WHAT IS EXPECTED:
An exact copy of the records is required, minus the pictures they hold.

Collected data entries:
|---|

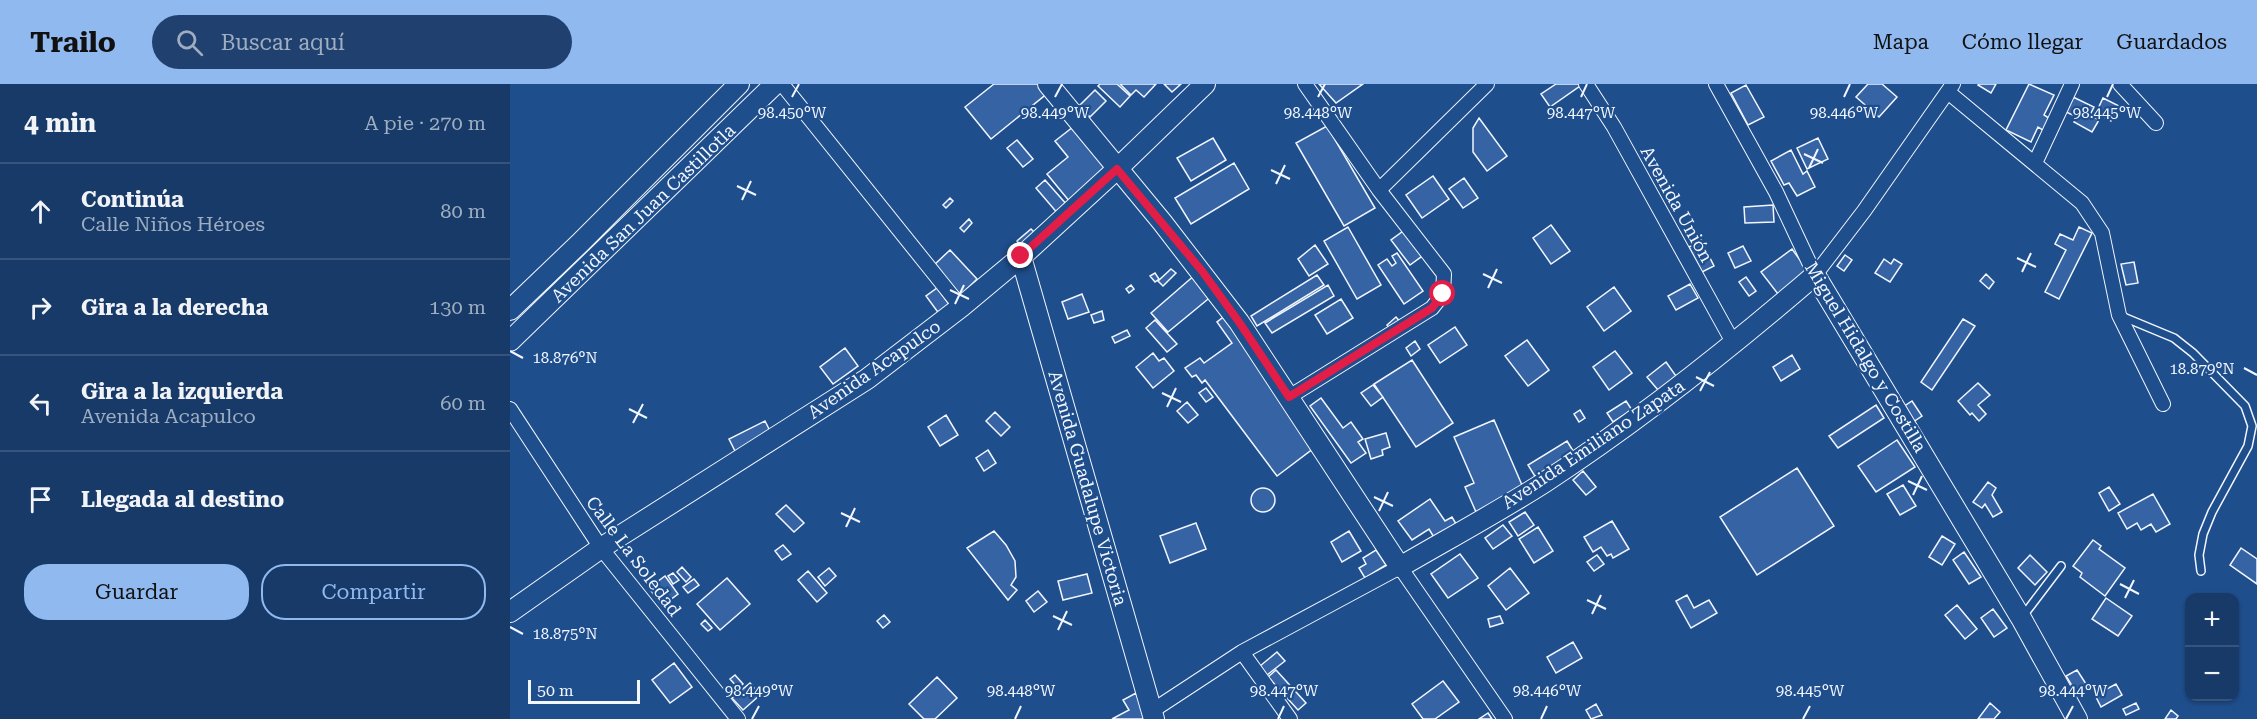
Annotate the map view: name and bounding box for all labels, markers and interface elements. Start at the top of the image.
search box [152,15,572,69]
text: Trailo [30,26,116,59]
icon: search [173,26,206,59]
text: Buscar aquí [221,30,345,55]
text: Mapa [1873,30,1929,54]
text: Cómo llegar [1962,30,2083,54]
text: Guardados [2116,30,2227,54]
text: 98.450°W [758,104,827,122]
text: 98.449°W [1021,104,1090,122]
text: 98.448°W [1284,104,1353,122]
text: 98.447°W [1547,104,1616,122]
text: 98.446°W [1810,104,1879,122]
text: 98.445°W [2073,104,2142,122]
text: 4 min [24,108,96,138]
text: A pie · 270 m [364,111,486,135]
street label: Avenida San Juan Castillotla [547,119,739,306]
street label: Avenida Unión [1636,142,1718,266]
text: Continúa [81,187,184,212]
icon: ahead [24,195,57,228]
text: 80 m [440,199,486,223]
text: Calle Niños Héroes [81,212,265,236]
route end [1007,242,1033,268]
street label: Miguel Hidalgo y Costilla [1801,258,1931,456]
route start [1429,280,1455,306]
icon: right [24,291,57,324]
text: Gira a la derecha [81,295,268,320]
text: 130 m [429,295,486,319]
street label: Avenida Acapulco [804,315,944,423]
text: 18.876°N [532,349,598,367]
text: 18.879°N [2169,360,2235,378]
street label: Avenida Guadalupe Victoria [1044,368,1132,608]
street label: Avenida Emiliano Zapata [1498,375,1689,513]
text: Gira a la izquierda [81,379,283,404]
icon: left [24,387,57,420]
text: 60 m [440,391,486,415]
text: Avenida Acapulco [81,404,256,428]
icon: arrive [24,483,57,516]
text: Llegada al destino [81,487,284,512]
street label: Calle La Soledad [582,492,686,620]
button: Guardar [24,564,249,620]
button: Compartir [261,564,486,620]
map controls [2185,593,2239,701]
button: + [2185,593,2239,647]
text: 18.875°N [532,625,598,643]
button: − [2185,647,2239,701]
scale bar [528,677,640,704]
text: 50 m [537,681,574,700]
text: 98.449°W [725,682,794,700]
text: 98.448°W [987,682,1056,700]
text: 98.447°W [1250,682,1319,700]
text: 98.446°W [1513,682,1582,700]
text: 98.445°W [1776,682,1845,700]
text: 98.444°W [2039,682,2108,700]

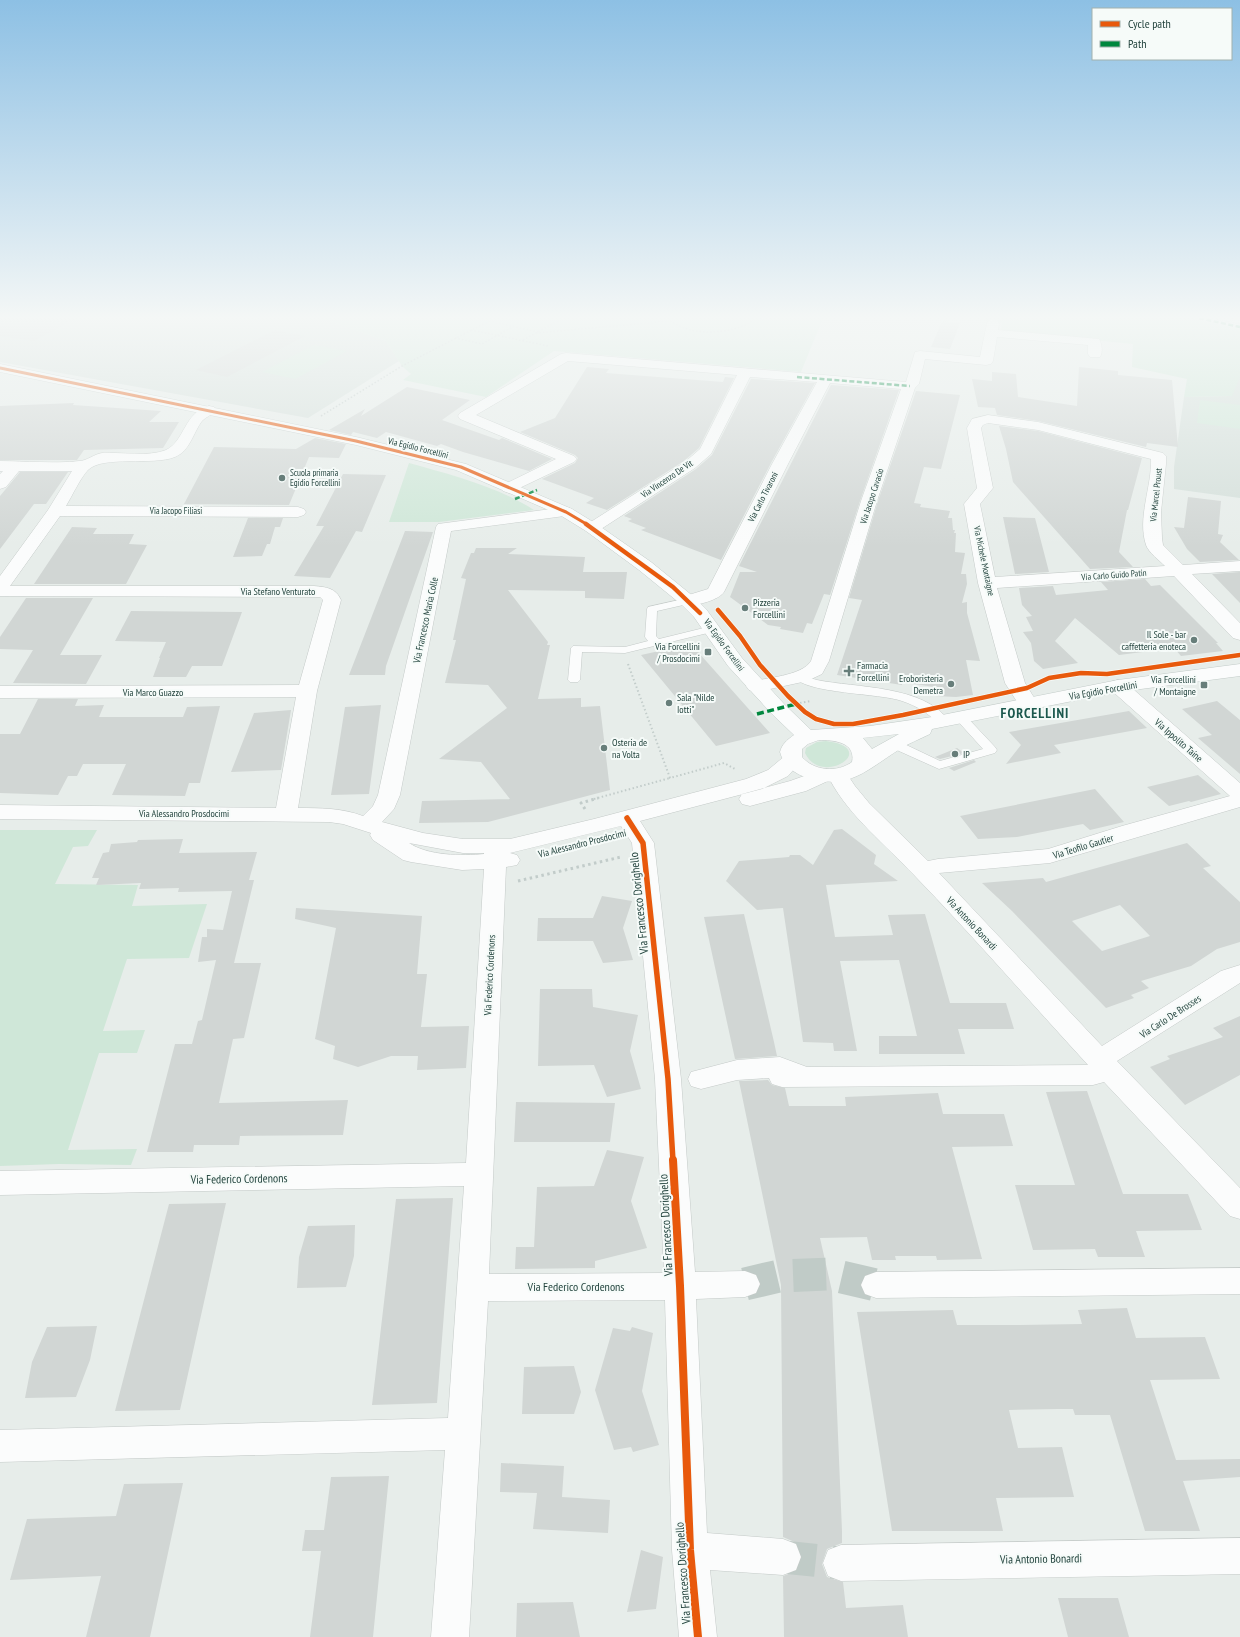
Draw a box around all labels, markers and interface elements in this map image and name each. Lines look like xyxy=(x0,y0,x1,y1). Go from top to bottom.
legend xyxy=(1092,8,1232,60)
text: Cycle path xyxy=(1128,16,1171,31)
text: Path xyxy=(1128,36,1146,51)
street label: Via Egidio Forcellini xyxy=(386,434,450,460)
street label: Via Vincenzo De Vit xyxy=(638,457,695,500)
place label: Scuola primaria Egidio Forcellini xyxy=(290,467,340,488)
street label: Via Jacopo Cavacio xyxy=(857,467,886,526)
street label: Via Marcel Proust xyxy=(1147,467,1164,523)
street label: Via Carlo Tivaroni xyxy=(745,470,780,525)
marker: Scuola primaria Egidio Forcellini xyxy=(277,473,287,483)
street label: Via Jacopo Filiasi xyxy=(149,505,202,516)
street label: Via Michele Montaigne xyxy=(972,524,997,597)
street label: Via Carlo Guido Patin xyxy=(1080,567,1147,582)
street label: Via Francesco Maria Colle xyxy=(410,576,441,665)
street label: Via Stefano Venturato xyxy=(240,585,315,598)
place label: Pizzeria Forcellini xyxy=(753,596,785,621)
marker: Pizzeria Forcellini xyxy=(740,603,750,613)
street label: Via Egidio Forcellini xyxy=(701,616,747,673)
place label: Il Sole - bar caffetteria enoteca xyxy=(1122,628,1186,653)
marker: Il Sole - bar caffetteria enoteca xyxy=(1189,635,1199,645)
place label: Via Forcellini / Prosdocimi xyxy=(654,640,700,665)
marker: Via Forcellini / Prosdocimi xyxy=(703,647,713,657)
place label: Farmacia Forcellini xyxy=(857,659,889,684)
marker: Farmacia Forcellini xyxy=(844,666,854,676)
place label: Eroboristeria Demetra xyxy=(899,672,943,697)
place label: Via Forcellini / Montaigne xyxy=(1150,673,1196,698)
street label: Via Egidio Forcellini xyxy=(1067,678,1138,703)
marker: Eroboristeria Demetra xyxy=(946,679,956,689)
marker: Via Forcellini / Montaigne xyxy=(1199,680,1209,690)
street label: Via Marco Guazzo xyxy=(122,686,183,699)
place label: Sala "Nilde Iotti" xyxy=(677,691,714,716)
marker: Sala "Nilde Iotti" xyxy=(664,698,674,708)
district label: FORCELLINI xyxy=(1001,704,1069,722)
street label: Via Ippolito Taine xyxy=(1151,715,1206,765)
place label: Osteria de na Volta xyxy=(612,736,647,761)
marker: Osteria de na Volta xyxy=(599,743,609,753)
place label: IP xyxy=(963,748,970,761)
marker: IP xyxy=(950,749,960,759)
street label: Via Alessandro Prosdocimi xyxy=(138,807,229,820)
street label: Via Alessandro Prosdocimi xyxy=(536,826,627,861)
street label: Via Teofilo Gautier xyxy=(1050,831,1115,862)
street label: Via Francesco Dorighello xyxy=(626,851,651,956)
street label: Via Antonio Bonardi xyxy=(943,893,1000,953)
street label: Via Federico Cordenons xyxy=(481,934,498,1017)
street label: Via Carlo De Brosses xyxy=(1136,991,1204,1042)
street label: Via Federico Cordenons xyxy=(189,1170,288,1187)
street label: Via Francesco Dorighello xyxy=(655,1174,676,1277)
street label: Via Federico Cordenons xyxy=(527,1279,624,1294)
street label: Via Francesco Dorighello xyxy=(671,1522,694,1626)
street label: Via Antonio Bonardi xyxy=(999,1550,1082,1567)

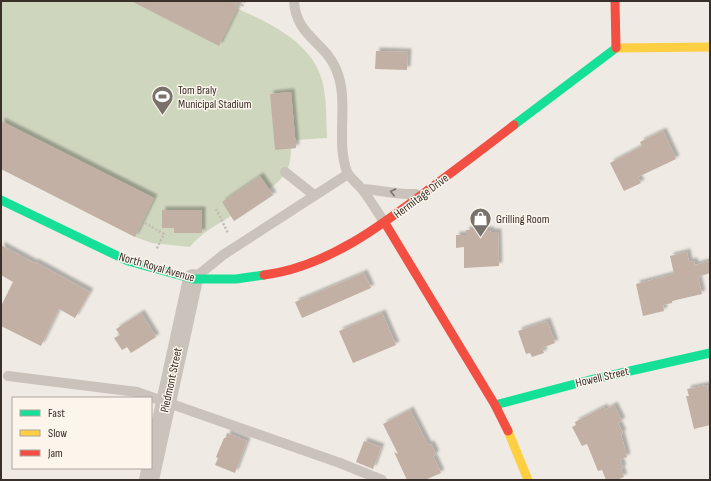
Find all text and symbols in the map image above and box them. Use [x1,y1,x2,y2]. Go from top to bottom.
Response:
place label: Tom Braly Municipal Stadium [178,83,252,112]
sports icon: Tom Braly Municipal Stadium [150,84,176,117]
street label: Hermitage Drive [391,171,452,222]
one-way arrow [390,189,396,197]
shop icon: Grilling Room [468,206,494,239]
place label: Grilling Room [496,212,550,227]
street label: North Royal Avenue [117,249,197,286]
street label: Piedmont Street [157,346,186,414]
street label: Howell Street [574,364,631,391]
legend [12,397,152,469]
text: Fast [48,406,65,421]
text: Slow [48,426,67,441]
text: Jam [47,446,63,461]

|---|

EXERCISE ANSWER:
Annotate the map view: name and bounding box for all labels, markers and interface elements. Start at the top of the image.
search box [152,15,572,69]
text: Trailo [30,26,116,59]
icon: search [173,26,206,59]
text: Buscar aquí [221,30,345,55]
text: Mapa [1873,30,1929,54]
text: Cómo llegar [1962,30,2083,54]
text: Guardados [2116,30,2227,54]
text: 98.450°W [758,104,827,122]
text: 98.449°W [1021,104,1090,122]
text: 98.448°W [1284,104,1353,122]
text: 98.447°W [1547,104,1616,122]
text: 98.446°W [1810,104,1879,122]
text: 98.445°W [2073,104,2142,122]
text: 4 min [24,108,96,138]
text: A pie · 270 m [364,111,486,135]
street label: Avenida San Juan Castillotla [547,119,739,306]
street label: Avenida Unión [1636,142,1718,266]
text: Continúa [81,187,184,212]
icon: ahead [24,195,57,228]
text: 80 m [440,199,486,223]
text: Calle Niños Héroes [81,212,265,236]
route end [1007,242,1033,268]
street label: Miguel Hidalgo y Costilla [1801,258,1931,456]
route start [1429,280,1455,306]
icon: right [24,291,57,324]
text: Gira a la derecha [81,295,268,320]
text: 130 m [429,295,486,319]
street label: Avenida Acapulco [804,315,944,423]
text: 18.876°N [532,349,598,367]
text: 18.879°N [2169,360,2235,378]
street label: Avenida Guadalupe Victoria [1044,368,1132,608]
street label: Avenida Emiliano Zapata [1498,375,1689,513]
text: Gira a la izquierda [81,379,283,404]
icon: left [24,387,57,420]
text: 60 m [440,391,486,415]
text: Avenida Acapulco [81,404,256,428]
icon: arrive [24,483,57,516]
text: Llegada al destino [81,487,284,512]
street label: Calle La Soledad [582,492,686,620]
button: Guardar [24,564,249,620]
button: Compartir [261,564,486,620]
map controls [2185,593,2239,701]
button: + [2185,593,2239,647]
text: 18.875°N [532,625,598,643]
button: − [2185,647,2239,701]
scale bar [528,677,640,704]
text: 50 m [537,681,574,700]
text: 98.449°W [725,682,794,700]
text: 98.448°W [987,682,1056,700]
text: 98.447°W [1250,682,1319,700]
text: 98.446°W [1513,682,1582,700]
text: 98.445°W [1776,682,1845,700]
text: 98.444°W [2039,682,2108,700]

Draw a box around all labels, markers and interface elements in this map image and name each. Lines look like xyxy=(x0,y0,x1,y1). Go from top to bottom.
legend xyxy=(1092,8,1232,60)
text: Cycle path xyxy=(1128,16,1171,31)
text: Path xyxy=(1128,36,1146,51)
street label: Via Egidio Forcellini xyxy=(386,434,450,460)
street label: Via Vincenzo De Vit xyxy=(638,457,695,500)
place label: Scuola primaria Egidio Forcellini xyxy=(290,467,340,488)
street label: Via Jacopo Cavacio xyxy=(857,467,886,526)
street label: Via Marcel Proust xyxy=(1147,467,1164,523)
street label: Via Carlo Tivaroni xyxy=(745,470,780,525)
marker: Scuola primaria Egidio Forcellini xyxy=(277,473,287,483)
street label: Via Jacopo Filiasi xyxy=(149,505,202,516)
street label: Via Michele Montaigne xyxy=(972,524,997,597)
street label: Via Carlo Guido Patin xyxy=(1080,567,1147,582)
street label: Via Francesco Maria Colle xyxy=(410,576,441,665)
street label: Via Stefano Venturato xyxy=(240,585,315,598)
place label: Pizzeria Forcellini xyxy=(753,596,785,621)
marker: Pizzeria Forcellini xyxy=(740,603,750,613)
street label: Via Egidio Forcellini xyxy=(701,616,747,673)
place label: Il Sole - bar caffetteria enoteca xyxy=(1122,628,1186,653)
marker: Il Sole - bar caffetteria enoteca xyxy=(1189,635,1199,645)
place label: Via Forcellini / Prosdocimi xyxy=(654,640,700,665)
marker: Via Forcellini / Prosdocimi xyxy=(703,647,713,657)
place label: Farmacia Forcellini xyxy=(857,659,889,684)
marker: Farmacia Forcellini xyxy=(844,666,854,676)
place label: Eroboristeria Demetra xyxy=(899,672,943,697)
place label: Via Forcellini / Montaigne xyxy=(1150,673,1196,698)
street label: Via Egidio Forcellini xyxy=(1067,678,1138,703)
marker: Eroboristeria Demetra xyxy=(946,679,956,689)
marker: Via Forcellini / Montaigne xyxy=(1199,680,1209,690)
street label: Via Marco Guazzo xyxy=(122,686,183,699)
place label: Sala "Nilde Iotti" xyxy=(677,691,714,716)
marker: Sala "Nilde Iotti" xyxy=(664,698,674,708)
district label: FORCELLINI xyxy=(1001,704,1069,722)
street label: Via Ippolito Taine xyxy=(1151,715,1206,765)
place label: Osteria de na Volta xyxy=(612,736,647,761)
marker: Osteria de na Volta xyxy=(599,743,609,753)
place label: IP xyxy=(963,748,970,761)
marker: IP xyxy=(950,749,960,759)
street label: Via Alessandro Prosdocimi xyxy=(138,807,229,820)
street label: Via Alessandro Prosdocimi xyxy=(536,826,627,861)
street label: Via Teofilo Gautier xyxy=(1050,831,1115,862)
street label: Via Francesco Dorighello xyxy=(626,851,651,956)
street label: Via Antonio Bonardi xyxy=(943,893,1000,953)
street label: Via Federico Cordenons xyxy=(481,934,498,1017)
street label: Via Carlo De Brosses xyxy=(1136,991,1204,1042)
street label: Via Federico Cordenons xyxy=(189,1170,288,1187)
street label: Via Francesco Dorighello xyxy=(655,1174,676,1277)
street label: Via Federico Cordenons xyxy=(527,1279,624,1294)
street label: Via Francesco Dorighello xyxy=(671,1522,694,1626)
street label: Via Antonio Bonardi xyxy=(999,1550,1082,1567)

Find all text and symbols in the map image above and box them. Use [x1,y1,x2,y2]. Go from top to bottom.
Response:
place label: Tom Braly Municipal Stadium [178,83,252,112]
sports icon: Tom Braly Municipal Stadium [150,84,176,117]
street label: Hermitage Drive [391,171,452,222]
one-way arrow [390,189,396,197]
shop icon: Grilling Room [468,206,494,239]
place label: Grilling Room [496,212,550,227]
street label: North Royal Avenue [117,249,197,286]
street label: Piedmont Street [157,346,186,414]
street label: Howell Street [574,364,631,391]
legend [12,397,152,469]
text: Fast [48,406,65,421]
text: Slow [48,426,67,441]
text: Jam [47,446,63,461]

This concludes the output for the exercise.